Private club memberships would be eliminated.
What has been called the “Zion Curtain,” a small partition between where drinks are mixed and where drinks are served, would be removed.
A new electronic ID system would be required. Bars would scan a customer’s driver’s license to confirm the person’s identity and age, and the scan would sit in the bar’s computer for a week.
New restaurants wanting to sell liquor in Utah would have to have a separate area where drinks are mixed. This would allow a convenience counter, or bar-like setting, but would keep the sight of liquor out of the vision of children. Existing restaurants that sell liquor would be able to continue to do so, as they have.

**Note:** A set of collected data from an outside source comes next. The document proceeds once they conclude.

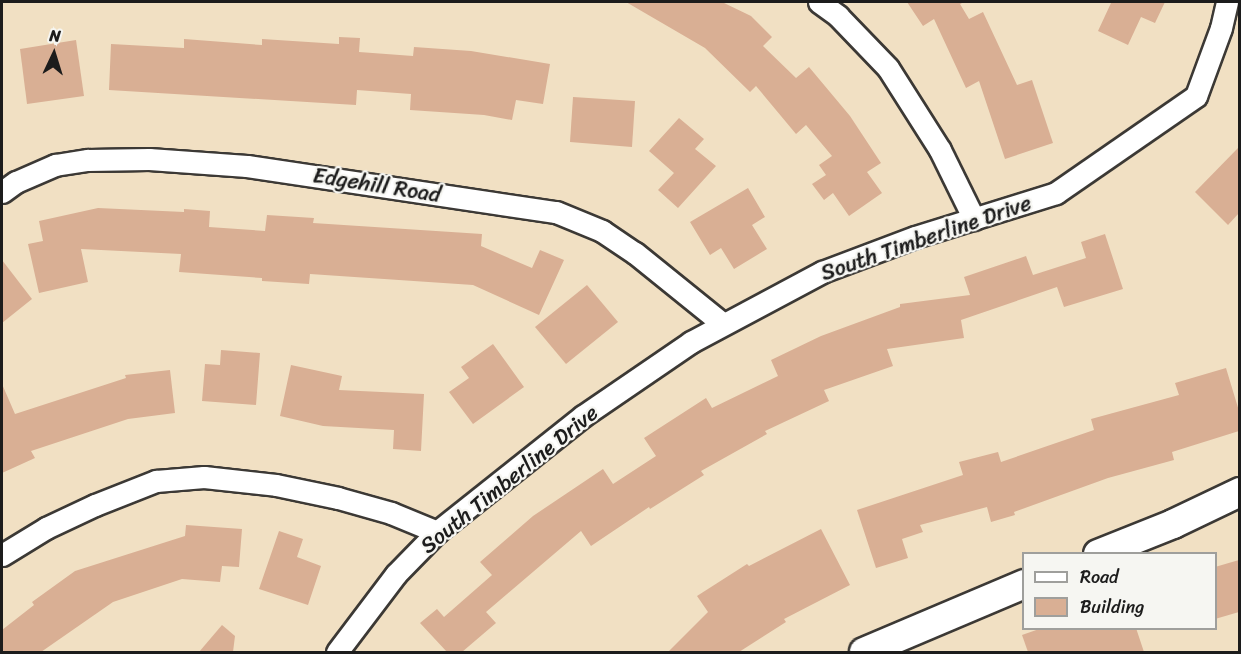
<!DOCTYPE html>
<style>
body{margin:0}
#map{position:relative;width:1241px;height:654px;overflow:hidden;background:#f1e0c3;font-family:Sriracha,sans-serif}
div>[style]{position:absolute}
.building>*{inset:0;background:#d9af94}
.roads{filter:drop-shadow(2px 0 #3c3935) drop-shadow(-2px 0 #3c3935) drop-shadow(0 2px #3c3935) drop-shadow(0 -2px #3c3935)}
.street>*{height:21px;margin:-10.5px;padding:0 10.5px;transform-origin:10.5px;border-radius:10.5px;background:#fff}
.secondary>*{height:28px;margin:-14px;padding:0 14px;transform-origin:14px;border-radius:14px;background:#fff}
span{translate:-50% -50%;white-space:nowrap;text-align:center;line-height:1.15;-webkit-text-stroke:4.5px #f6f6f2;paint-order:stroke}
.street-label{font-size:22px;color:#1c1c1c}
.frame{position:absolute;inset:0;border:3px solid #1c1c1c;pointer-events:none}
.legend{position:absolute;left:1022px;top:552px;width:195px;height:78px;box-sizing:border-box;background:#f6f6f2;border:2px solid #9f9f9c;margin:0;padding:8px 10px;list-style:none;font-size:18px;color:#1c1c1c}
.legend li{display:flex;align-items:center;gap:12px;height:30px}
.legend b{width:30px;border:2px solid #9f9f9c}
.north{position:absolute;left:24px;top:24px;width:60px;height:60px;-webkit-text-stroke:4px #f6f6f2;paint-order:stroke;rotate:4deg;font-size:16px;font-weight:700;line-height:24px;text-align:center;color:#1c1c1c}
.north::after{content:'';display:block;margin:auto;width:21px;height:27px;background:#1c1c1c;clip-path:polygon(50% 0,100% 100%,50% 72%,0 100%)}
</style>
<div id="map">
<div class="building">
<i style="clip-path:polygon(626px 2px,722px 2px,751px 16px,772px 37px,763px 46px,796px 78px,809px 67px,850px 116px,881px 163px,867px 172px,882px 193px,849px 216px,833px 193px,824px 200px,812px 184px,826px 175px,819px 165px,832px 156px,806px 125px,796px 134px,756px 86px,750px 92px,705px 48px)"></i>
<i style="clip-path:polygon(907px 2px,964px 2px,960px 4px,969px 19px,983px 12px,1017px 85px,1032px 80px,1053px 143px,1005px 159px,979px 81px,966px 88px,934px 19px,923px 26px)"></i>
<i style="clip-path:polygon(1108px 2px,1165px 2px,1155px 23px,1141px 17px,1128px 45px,1098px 31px,1111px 3px)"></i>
<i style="clip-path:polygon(339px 37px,360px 38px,359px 52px,413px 56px,414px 47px,471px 51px,550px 64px,543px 104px,516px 100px,512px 120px,484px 115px,410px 110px,411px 94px,357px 90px,356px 105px,109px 90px,111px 44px,184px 48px,184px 39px,262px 45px,262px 39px,339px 44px)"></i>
<i style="clip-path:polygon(76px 40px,84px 96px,27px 104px,20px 49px)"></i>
<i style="clip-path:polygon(573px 97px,635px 101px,632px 147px,570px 142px)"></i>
<i style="clip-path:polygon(679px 118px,704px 139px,695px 149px,716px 166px,678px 208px,658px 190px,674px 173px,649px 151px)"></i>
<i style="clip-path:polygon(1239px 147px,1239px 213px,1228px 225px,1195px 192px)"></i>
<i style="clip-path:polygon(748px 188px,765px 217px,752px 225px,767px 249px,734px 269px,721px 248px,710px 255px,690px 222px)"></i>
<i style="clip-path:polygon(98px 208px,184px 212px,184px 209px,210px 211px,209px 227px,265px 231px,267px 215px,314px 218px,313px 223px,482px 234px,481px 246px,532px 268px,540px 250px,564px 260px,539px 315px,473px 285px,310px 274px,309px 284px,262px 281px,262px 278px,179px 272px,181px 254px,81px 249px,88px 282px,39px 293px,28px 244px,43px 241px,39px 221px)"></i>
<i style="clip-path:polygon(1105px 234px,1123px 289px,1064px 307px,1057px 287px,961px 320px,964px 338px,887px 349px,893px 366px,824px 390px,829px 401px,765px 431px,767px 434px,701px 471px,704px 475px,650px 509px,649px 507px,591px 546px,581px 531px,486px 612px,496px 623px,462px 652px,447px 652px,420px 623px,437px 609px,444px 617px,492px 575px,480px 562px,533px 516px,603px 469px,613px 484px,656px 456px,644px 438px,706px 398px,712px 408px,778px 376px,771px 360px,821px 336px,900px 307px,900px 304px,970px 295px,964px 277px,1026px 256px,1033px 275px,1086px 258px,1081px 242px)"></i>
<i style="clip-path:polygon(2px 260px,32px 299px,2px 323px)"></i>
<i style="clip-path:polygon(587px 285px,618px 322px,566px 364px,535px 327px)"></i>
<i style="clip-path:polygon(493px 344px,524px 387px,473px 424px,449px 392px,469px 378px,461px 367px)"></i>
<i style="clip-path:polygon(221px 350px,260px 353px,256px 405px,202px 401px,205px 364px,220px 365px)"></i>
<i style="clip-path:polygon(291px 365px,342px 376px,339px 390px,424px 394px,421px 451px,393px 449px,394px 430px,323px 426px,280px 416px)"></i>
<i style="clip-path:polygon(1226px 368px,1239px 411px,1239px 431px,1172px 452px,1174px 460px,1108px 478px,1014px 512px,1015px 515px,991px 522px,987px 507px,920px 525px,923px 532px,902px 539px,908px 558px,876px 568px,857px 510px,963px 475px,959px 462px,998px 452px,1001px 462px,1094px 430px,1091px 419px,1179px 395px,1175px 383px)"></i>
<i style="clip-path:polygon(170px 370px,175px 413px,128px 419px,31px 451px,35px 458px,2px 473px,2px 384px,15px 414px,126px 378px,125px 375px)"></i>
<i style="clip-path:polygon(186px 525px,242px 529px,239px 567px,222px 566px,220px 582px,182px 579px,113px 602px,41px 652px,2px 652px,2px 630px,34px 605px,32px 602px,75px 571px,185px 536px)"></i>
<i style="clip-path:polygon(821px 529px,850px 585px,784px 619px,786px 622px,739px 652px,668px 652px,708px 612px,697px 596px,747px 564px,749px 566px)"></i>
<i style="clip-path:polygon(279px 531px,303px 539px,297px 557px,321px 566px,308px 605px,259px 589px)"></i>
<i style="clip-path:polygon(1239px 560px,1239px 612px,1215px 619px,1215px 567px)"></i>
<i style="clip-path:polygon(222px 625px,235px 636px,233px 652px,199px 652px)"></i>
<i style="clip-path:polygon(1042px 628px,1136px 628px,1144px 652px,1028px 652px,1022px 635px)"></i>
</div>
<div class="roads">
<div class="street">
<i style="left:819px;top:2px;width:24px;rotate:36deg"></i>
<i style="left:838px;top:16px;width:72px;rotate:46.1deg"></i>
<i style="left:888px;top:68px;width:97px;rotate:57.6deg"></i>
<i style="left:940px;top:150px;width:77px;rotate:63.8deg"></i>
<i style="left:2px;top:192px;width:17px;rotate:-36deg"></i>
<i style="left:16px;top:182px;width:43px;rotate:-23.6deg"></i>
<i style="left:55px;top:165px;width:33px;rotate:-9deg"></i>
<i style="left:88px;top:160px;width:61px;rotate:-0.9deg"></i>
<i style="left:149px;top:159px;width:98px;rotate:4.1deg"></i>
<i style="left:247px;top:166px;width:312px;rotate:8.5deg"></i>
<i style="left:556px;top:212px;width:50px;rotate:22.4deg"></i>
<i style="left:602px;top:231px;width:40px;rotate:34deg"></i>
<i style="left:635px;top:253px;width:113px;rotate:38.9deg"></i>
<i style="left:2px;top:555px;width:52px;rotate:-31.5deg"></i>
<i style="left:46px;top:528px;width:54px;rotate:-25.1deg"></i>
<i style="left:95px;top:505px;width:66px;rotate:-21.5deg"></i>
<i style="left:156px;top:481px;width:48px;rotate:-4.8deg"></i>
<i style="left:204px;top:477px;width:72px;rotate:6.3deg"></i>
<i style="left:276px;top:485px;width:63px;rotate:11.8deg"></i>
<i style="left:338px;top:498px;width:55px;rotate:15.8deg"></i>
<i style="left:391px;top:513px;width:50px;rotate:22.4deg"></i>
<i style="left:337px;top:652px;width:98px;rotate:-52.9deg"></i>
<i style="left:396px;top:574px;width:59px;rotate:-45.7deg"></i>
<i style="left:437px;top:532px;width:186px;rotate:-38.5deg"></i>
<i style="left:583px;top:416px;width:131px;rotate:-34.4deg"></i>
<i style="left:691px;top:342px;width:149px;rotate:-28.1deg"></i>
<i style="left:822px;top:272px;width:99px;rotate:-20.6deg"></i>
<i style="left:915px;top:237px;width:148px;rotate:-17.3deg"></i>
<i style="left:1056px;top:193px;width:170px;rotate:-34.7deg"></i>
<i style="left:1196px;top:96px;width:72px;rotate:-69.8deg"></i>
<i style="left:1221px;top:28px;width:27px;rotate:-77deg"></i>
</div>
<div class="secondary">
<i style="left:1098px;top:554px;width:81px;rotate:-21.8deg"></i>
<i style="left:1173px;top:524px;width:74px;rotate:-25.5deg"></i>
<i style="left:864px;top:652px;width:174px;rotate:-23deg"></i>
</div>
</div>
<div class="street-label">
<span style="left:377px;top:185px;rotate:9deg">Edgehill Road</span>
<span style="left:926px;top:238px;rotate:-19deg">South Timberline Drive</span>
<span style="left:509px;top:479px;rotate:-39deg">South Timberline Drive</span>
</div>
<div class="frame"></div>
<ul class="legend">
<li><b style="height:8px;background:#fff"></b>Road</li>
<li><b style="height:16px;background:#d9af94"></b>Building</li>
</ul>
<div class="north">N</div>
</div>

Some penalties would go up – for bars and restaurants, their liability would increase to $2 million in cases where the business was actually found to have encouraged over-consumption; and, repeat drunk-driving offenders would lose their licenses.
So, what do I make of all this?
First, while at times I can live with change for change’s sake, I’m one of those people who actually think our reasons for making changes matter. And, frankly, the whole anti-Mormon-I’m-embarrassed-for-Utah arguments are stupid reasons to make changes. So is the Governor’s whole “we drink thus we tour” attitude – a bizarre public policy concept, to say the least.
Second, the compromise reforms have turned out intelligent for the most part. Legislators have done a great job at working with disparate elements and have brought them together effectively. Frankly, I didn’t think that could happen.
Third, it’s clear that the LDS Church still controls this issue. The compromise wouldn’t have happened without its concurrence.
Lastly, outside of personal pain management, I still don’t understand the emotional appeal to booze, especially how it all plays out in the public square.
This compromise is more than law and policy. It’s cultural. As long as the public debate is about under-age drinking and over-consumption, the culture of drinking will continue to slide into a place where both objectives will be hard to address. The real public debate should be about reducing consumption, period. Just like it has been with tobacco.
For the Sutherland Institute, I’m Paul Mero.